Identification and functional characterisation of novel conserved Hes1 cis-regulatory modules

• Main Author: Jeziorska, Danuta M.
• Published: University of Warwick 2011
• Subjects: 570; QH426 Genetics
• Online Access: http://ethos.bl.uk/OrderDetails.do?uin=uk.bl.ethos.560162

The bHLH transcriptional repressor HES1 plays a pivotal role in progenitor cell maintenance and cell fate decisions. Hes1 is cyclically expressed during somitogenesis and in a variety of cell types. In order to better understand the mechanism of Hes1 expression, we used comparative genomics to identify additional potential Hes1 cis-regulatory modules (CRMs). This revealed seven phylogenetically conserved sequence blocks within 57 kb upstream of the Hes1 transcription start site in mouse. In vitro reporter assays revealed that these regions have a transcriptional regulatory function as they modulate the activity of both a heterologous and the endogenous Hes1 promoter. Notch signalling is believed to play a role in Hes1 regulation.
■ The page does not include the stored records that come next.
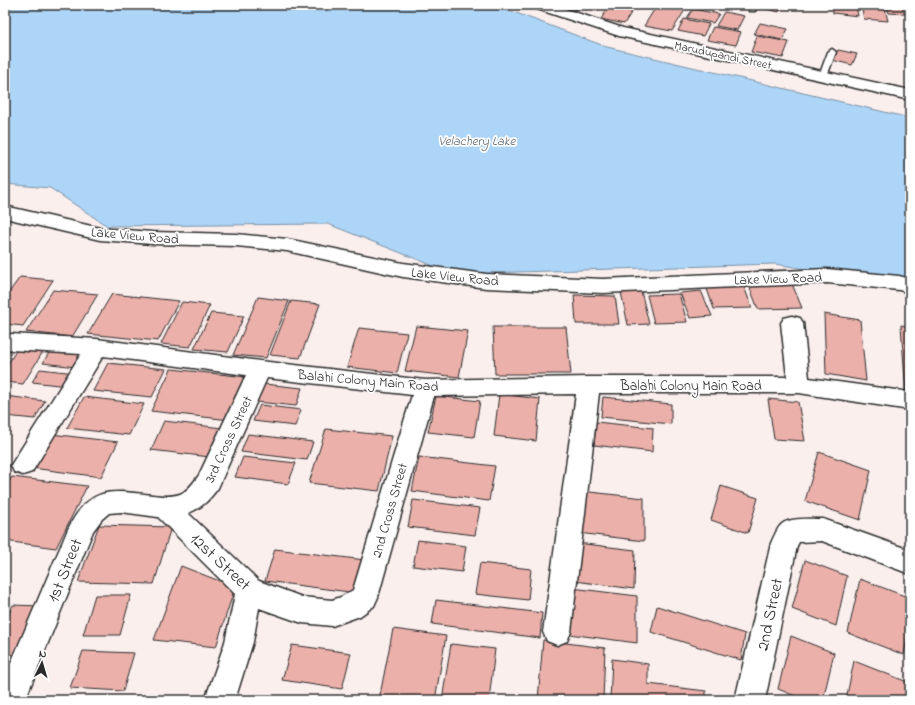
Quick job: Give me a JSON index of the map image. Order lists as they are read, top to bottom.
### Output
{
  "streets": {
    "street": [
      "Marudupandi Street",
      "Lake View Road",
      "Balahi Colony Main Road",
      "3rd Cross Street",
      "2nd Cross Street",
      "12st Street",
      "1st Street",
      "2nd Street"
    ]
  },
  "crossings": [
    ["Balahi Colony Main Road", "3rd Cross Street"],
    ["Balahi Colony Main Road", "2nd Cross Street"],
    ["3rd Cross Street", "12st Street"],
    ["3rd Cross Street", "1st Street"],
    ["2nd Cross Street", "12st Street"],
    ["12st Street", "1st Street"]
  ],
  "water": ["Velachery Lake"],
  "north": "top"
}
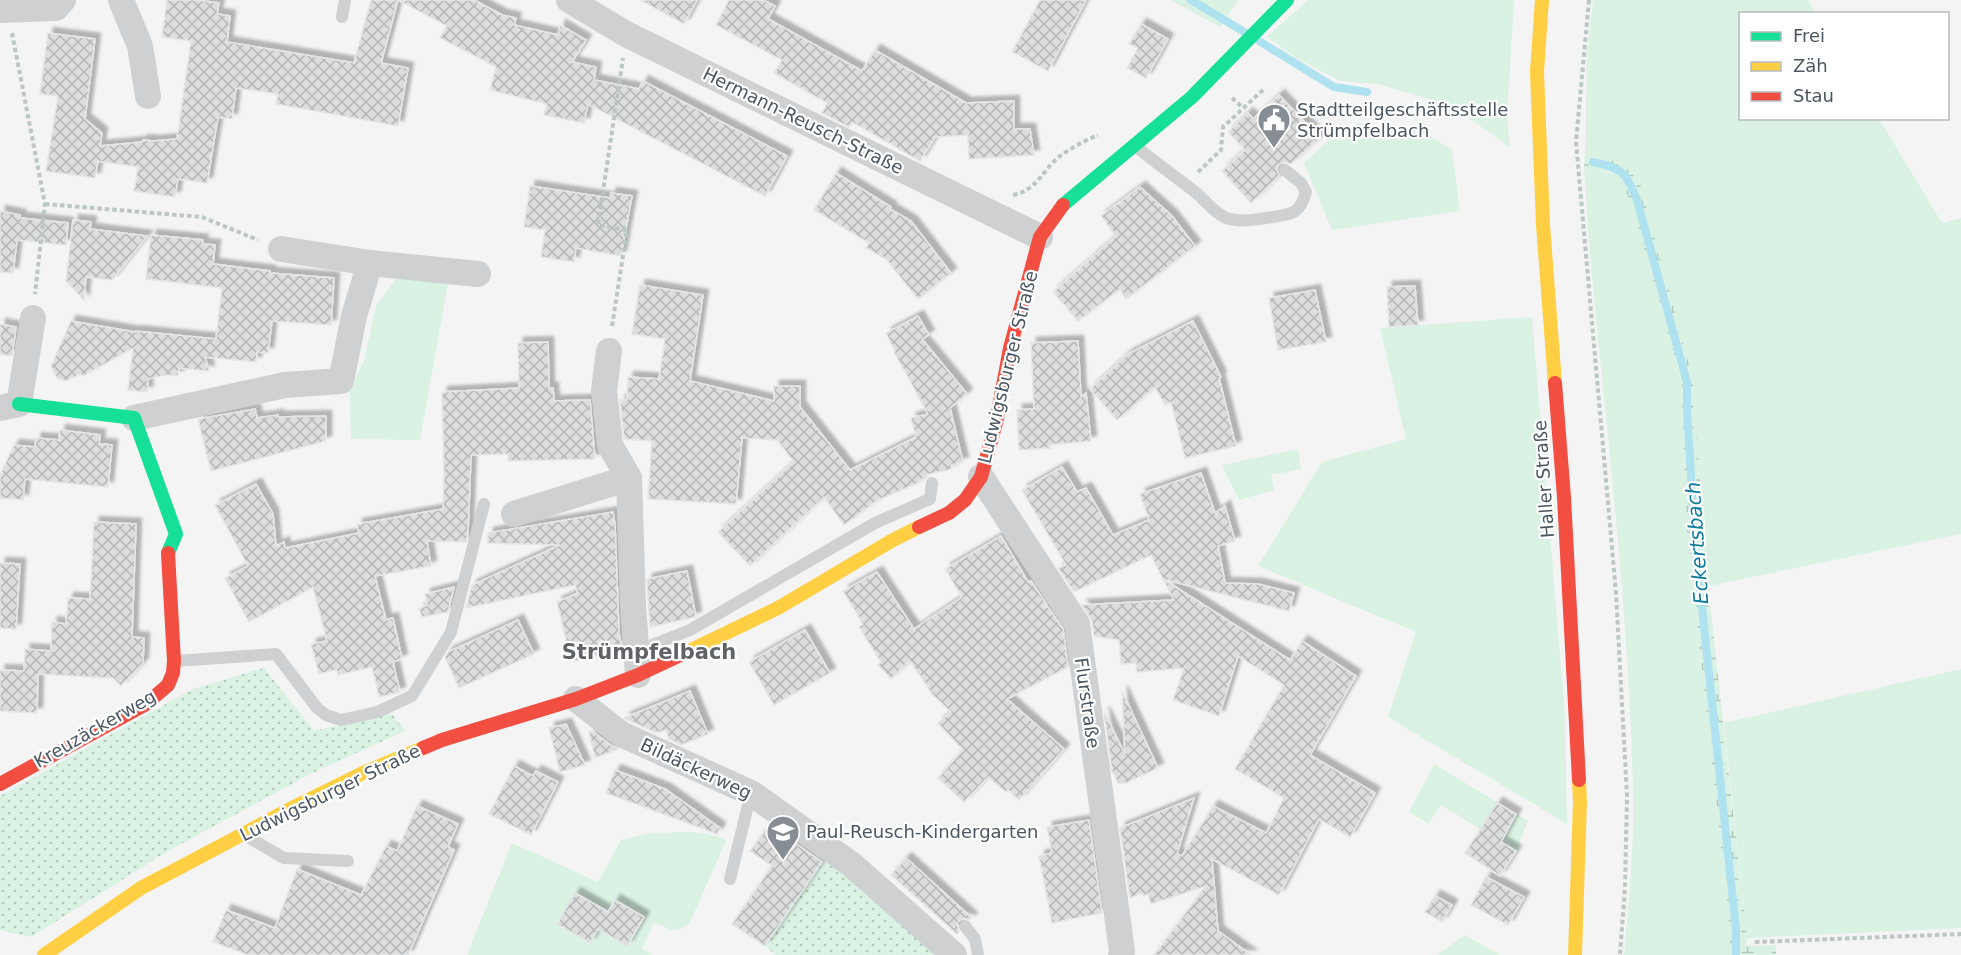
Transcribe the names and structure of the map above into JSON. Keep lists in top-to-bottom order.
{
  "streets": {
    "street": [
      "Hermann-Reusch-Straße",
      "Ludwigsburger Straße",
      "Haller Straße",
      "Flurstraße",
      "Kreuzäckerweg",
      "Bildäckerweg"
    ]
  },
  "crossings": [
    ["Hermann-Reusch-Straße", "Ludwigsburger Straße"],
    ["Ludwigsburger Straße", "Flurstraße"],
    ["Ludwigsburger Straße", "Bildäckerweg"]
  ],
  "districts": ["Strümpfelbach"],
  "water": ["Eckertsbach"],
  "places": {
    "public building": ["Stadtteilgeschäftsstelle Strümpfelbach"],
    "school or university": ["Paul-Reusch-Kindergarten"]
  },
  "legend": ["Frei", "Zäh", "Stau"]
}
Consistent with this, sequence analysis revealed that all of the newly identified CRMs contain consensus motifs for the RBP-Jĸ Notch effector. ChIP assays confirmed that RBP-Jĸ binds to all the identified regions in proliferating C2C12 cells, with the exception of CRM7. Further CRM7 sequence analysis identified a conserved M-CAT motif which we showed is specifically bound by TEAD2 and its co-activator YAP using ChIP. The loss of RBP-Jκ or TEAD2 binding correlated with impaired CRM function. Furthermore, mapping of the chromatin architecture of the endogenous Hes1 locus showed that several of the identified CRMs loop onto the Hes1 promoter, consistent with their regulatory function. This CRM-promoter communication is preserved throughout oscillatory expression of the gene. These data suggest a molecular mechanism for Notch and Hippo signalling in Hes1 regulation in proliferating C2C12 cells. Additionally, we have engineered destabilised Venus fluorescent reporters for live cell imaging of CRM function. Venus was modified using protein degradation motifs, including the PEST motif from c-myc and the CL1 yeast sequence, resulting in proteins with half-lives of approximately 76.5 and 28.7 minutes, respectively. These reporters were subsequently multimerised using a 2A peptide to enhance their brightness. The destabilised Venus reporters represent an excellent tool for real-time live cell imaging.